What to work on
Where a line below holds the string "Constantin", that line goes into the answer.

[Stored data entries]
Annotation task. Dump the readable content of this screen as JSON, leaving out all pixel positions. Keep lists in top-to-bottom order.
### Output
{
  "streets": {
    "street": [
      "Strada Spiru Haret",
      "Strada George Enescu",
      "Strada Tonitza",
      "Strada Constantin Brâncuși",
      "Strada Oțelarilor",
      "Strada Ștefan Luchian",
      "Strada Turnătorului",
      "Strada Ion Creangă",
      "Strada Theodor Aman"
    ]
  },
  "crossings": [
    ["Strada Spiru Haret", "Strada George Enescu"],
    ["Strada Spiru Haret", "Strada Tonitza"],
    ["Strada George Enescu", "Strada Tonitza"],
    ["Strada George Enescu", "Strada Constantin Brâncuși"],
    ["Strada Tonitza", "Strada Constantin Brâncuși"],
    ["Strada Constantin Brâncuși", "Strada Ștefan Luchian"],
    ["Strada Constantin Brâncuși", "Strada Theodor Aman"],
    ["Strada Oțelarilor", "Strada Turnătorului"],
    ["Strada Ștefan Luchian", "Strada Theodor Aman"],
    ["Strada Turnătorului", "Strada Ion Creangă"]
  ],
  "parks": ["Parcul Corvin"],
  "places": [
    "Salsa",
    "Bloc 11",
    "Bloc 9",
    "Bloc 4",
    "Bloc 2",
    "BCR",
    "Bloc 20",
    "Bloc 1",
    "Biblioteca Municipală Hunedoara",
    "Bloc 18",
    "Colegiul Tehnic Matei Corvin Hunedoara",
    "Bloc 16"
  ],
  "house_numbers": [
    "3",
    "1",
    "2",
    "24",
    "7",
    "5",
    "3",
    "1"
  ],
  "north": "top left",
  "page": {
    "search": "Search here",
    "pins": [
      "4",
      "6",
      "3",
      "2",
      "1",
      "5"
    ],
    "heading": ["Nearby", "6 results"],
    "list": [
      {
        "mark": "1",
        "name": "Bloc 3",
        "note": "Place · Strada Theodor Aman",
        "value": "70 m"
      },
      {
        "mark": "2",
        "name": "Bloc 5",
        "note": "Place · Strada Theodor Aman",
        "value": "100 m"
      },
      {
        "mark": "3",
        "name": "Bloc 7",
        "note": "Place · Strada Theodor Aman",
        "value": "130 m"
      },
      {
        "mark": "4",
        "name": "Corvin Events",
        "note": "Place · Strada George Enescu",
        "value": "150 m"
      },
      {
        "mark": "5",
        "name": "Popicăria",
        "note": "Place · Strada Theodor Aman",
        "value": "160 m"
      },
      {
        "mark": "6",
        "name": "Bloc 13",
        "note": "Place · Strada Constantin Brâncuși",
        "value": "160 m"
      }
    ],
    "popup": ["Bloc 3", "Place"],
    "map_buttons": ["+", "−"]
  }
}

Answer below
      "Strada Constantin Brâncuși",
    ["Strada George Enescu", "Strada Constantin Brâncuși"],
    ["Strada Tonitza", "Strada Constantin Brâncuși"],
    ["Strada Constantin Brâncuși", "Strada Ștefan Luchian"],
    ["Strada Constantin Brâncuși", "Strada Theodor Aman"],
        "note": "Place · Strada Constantin Brâncuși",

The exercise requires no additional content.